The arrangements in relation to messages are as follows.
Deletion of e-mails
It is the responsibility of the individual to review regularly all stored messages and delete those that are no longer required. All staff members are asked to ensure that printed copies of messages, including draft documents, have been placed on the client file before deletion of messages.
Virus protection
The firm’s e-mail facility is protected by McAfee Virus Scan and regular protection updates will be received
Internet use
Acceptable uses of the internet are as follows:
legal research; client or practice research.

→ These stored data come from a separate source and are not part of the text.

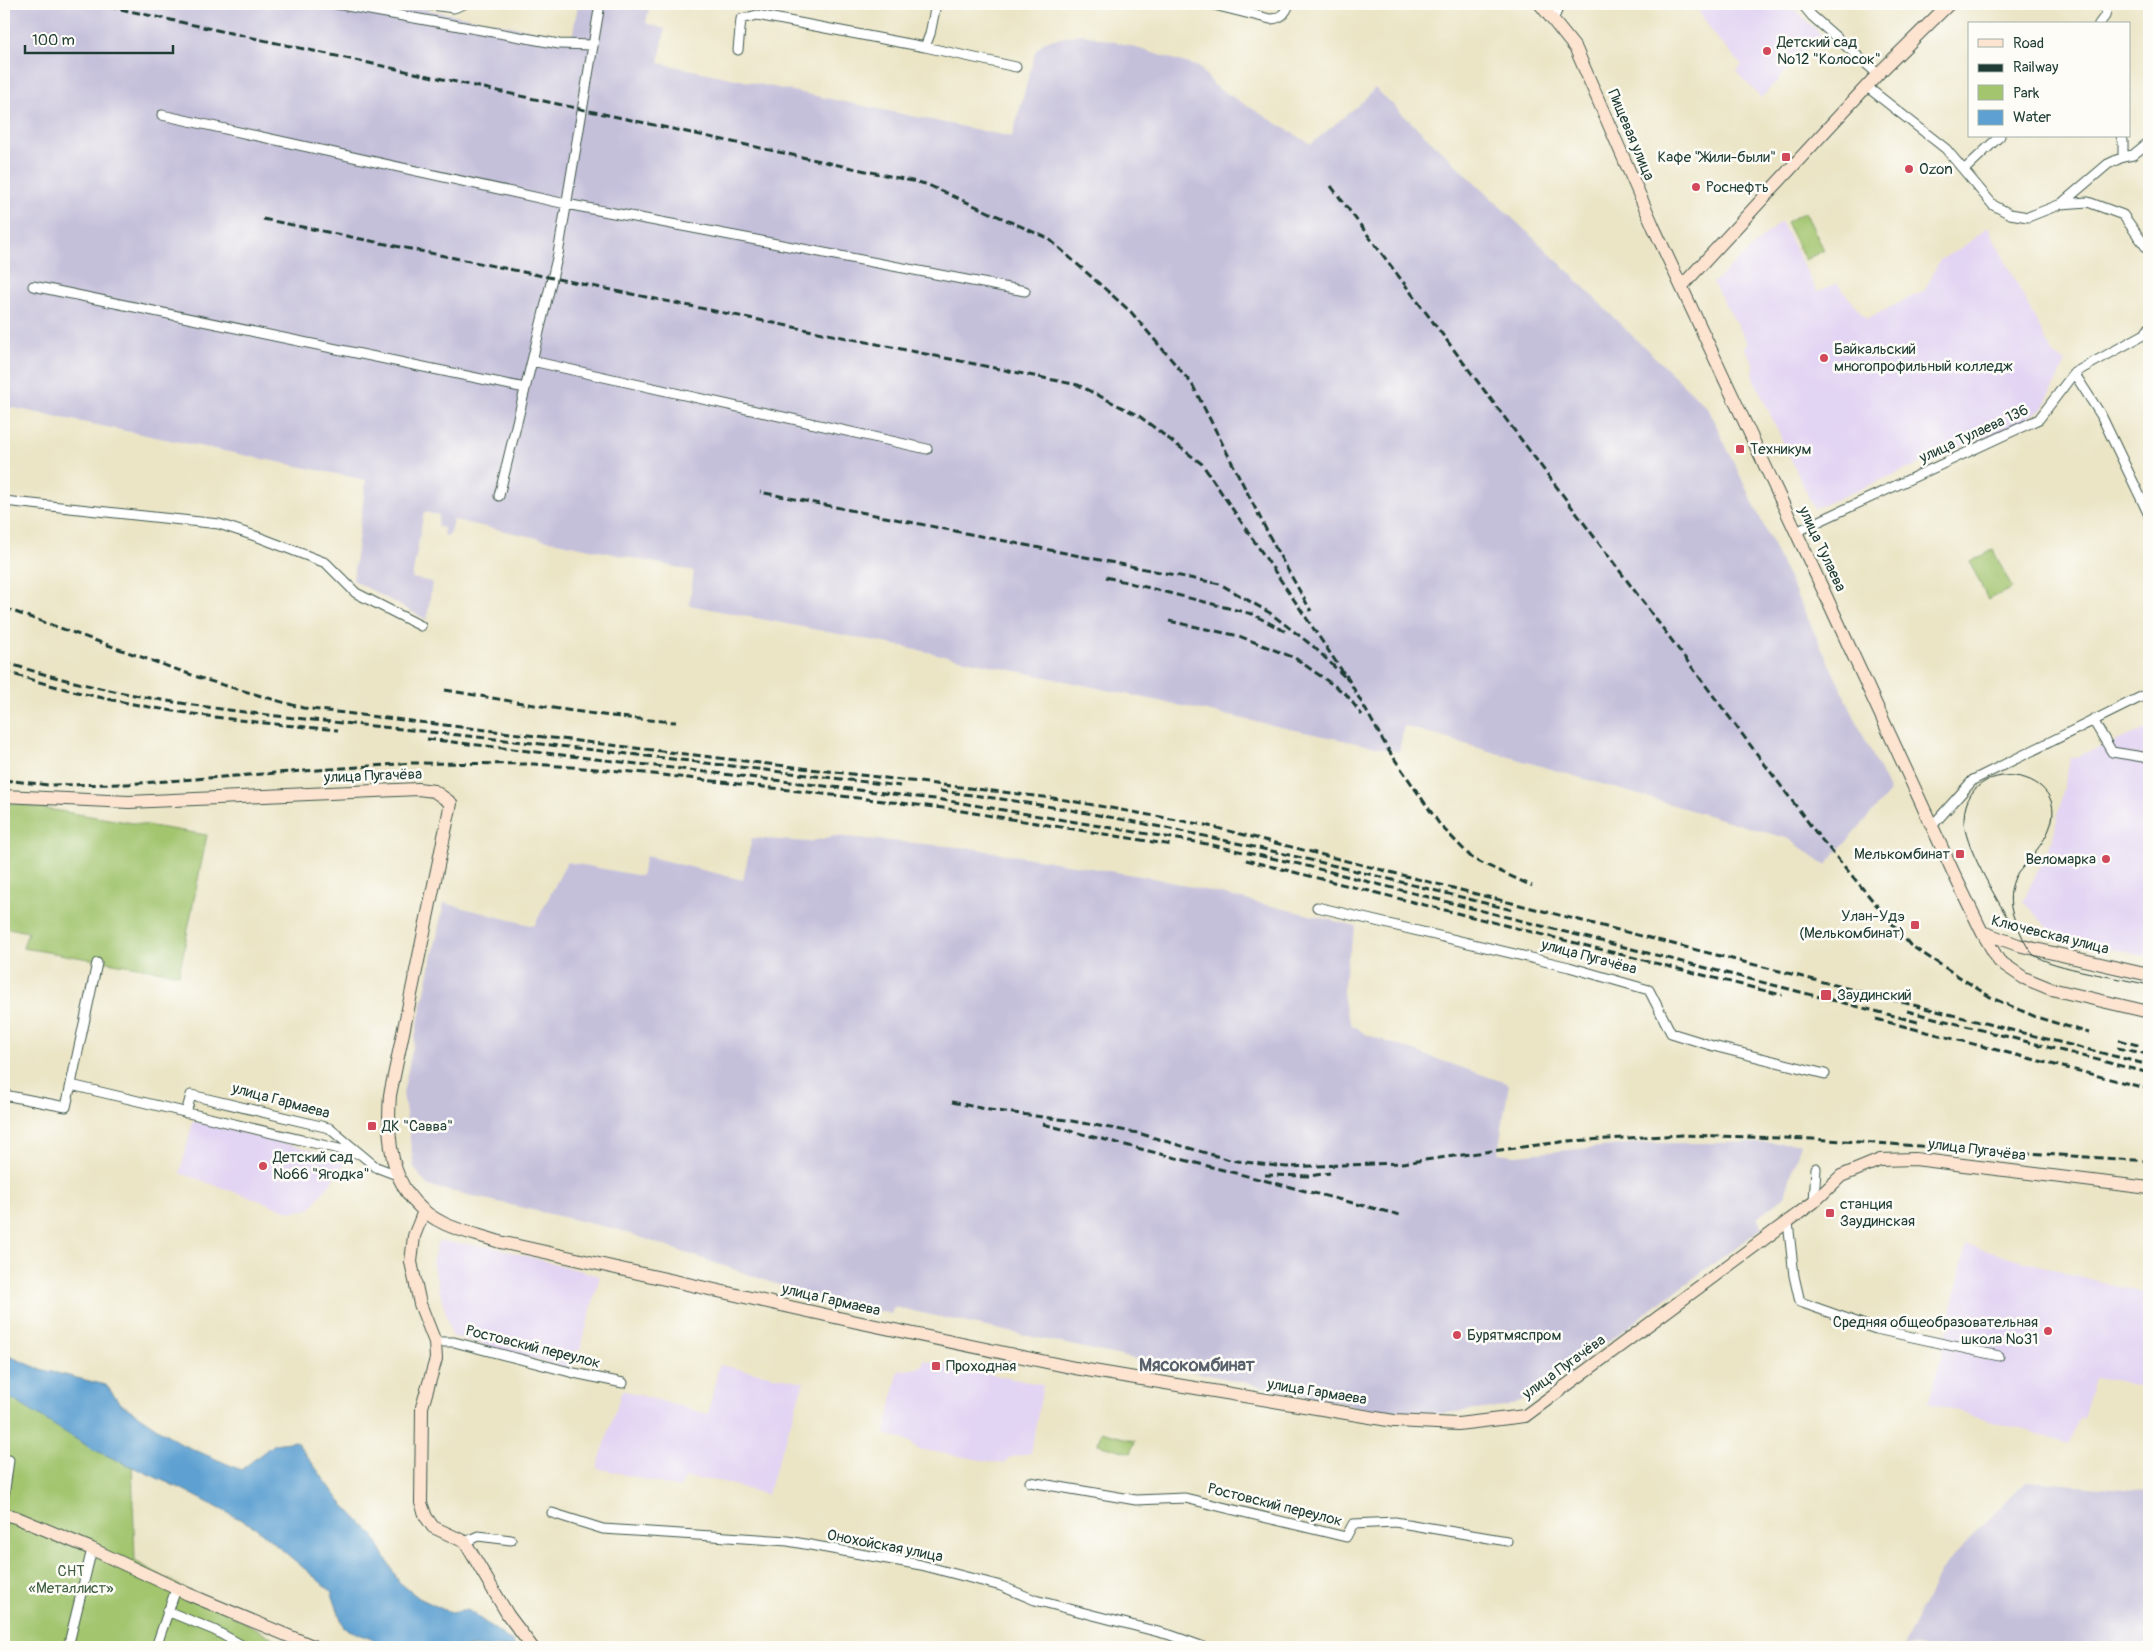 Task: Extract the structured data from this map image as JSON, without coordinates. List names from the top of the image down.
{
  "streets": {
    "street": [
      "Пищевая улица",
      "улица Тулаева 136",
      "улица Тулаева",
      "улица Пугачёва",
      "Ключевская улица",
      "улица Гармаева",
      "Ростовский переулок",
      "Онохойская улица"
    ]
  },
  "crossings": [
    ["Пищевая улица", "улица Тулаева"],
    ["улица Тулаева 136", "улица Тулаева"],
    ["улица Тулаева", "Ключевская улица"],
    ["улица Пугачёва", "улица Гармаева"]
  ],
  "districts": ["Мясокомбинат"],
  "parks": ["СНТ «Металлист»"],
  "places": {
    "other": [
      "Детский сад №12 \"Колосок\"",
      "Ozon",
      "Роснефть",
      "Байкальский многопрофильный колледж",
      "Веломарка",
      "Детский сад №66 \"Ягодка\"",
      "Средняя общеобразовательная школа №31",
      "Бурятмяспром"
    ],
    "transit": [
      "Кафе \"Жили-были\"",
      "Техникум",
      "Мелькомбинат",
      "Улан-Удэ (Мелькомбинат)",
      "Заудинский",
      "ДК \"Савва\"",
      "станция Заудинская",
      "Проходная"
    ]
  },
  "legend": [
    "Road",
    "Railway",
    "Park",
    "Water"
  ],
  "scale_bar": "100 m"
}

Any other personal or social use of internet facilities must be kept to a minimum and in no circumstances should any individual within the firm peruse sites that could reasonably be regarded as pornographic or offensive, unless it is necessary to do so in relation to a client’s matter.
Users must also be wary of breach of copyright from inappropriate downloads.
Secure e-mail
Walker & Partners limited have a secure email address. Secure email is a safe, efficient, alternative to regular email, fax and post. The information contained in a secure email is encrypted, so it can only be read by the intended recipient. By contrast, regular emails can be fairly intercepted and read by just about anyone. The secure email service is an important part of the process of joining up the Criminal Justice System (CJS) in England and Wales. It allows people working across the CJS who choose to participate (and indeed must participate in some instances, for example, in communications with courts, the Crown Prosecution Service, the Police, defence solicitors, barristers and Youth Offending Teams), to send emails containing restricted (i.e. sensitive data), in a secure way to each other. Only the solicitors have access to a secure email address. It is the responsibility of the solicitors to review regularly all stored messages and delete those that are no longer required. Common Platform is a case management system for HMCTS, the judiciary and professional court users including defence. Walker & Partners limited have a Common Platform defence organisation account which is necessary for attending any hearings where Common Platform is used and to access case material. Martin Walker is the administrator for Walker & Partners limited for the Common Platform.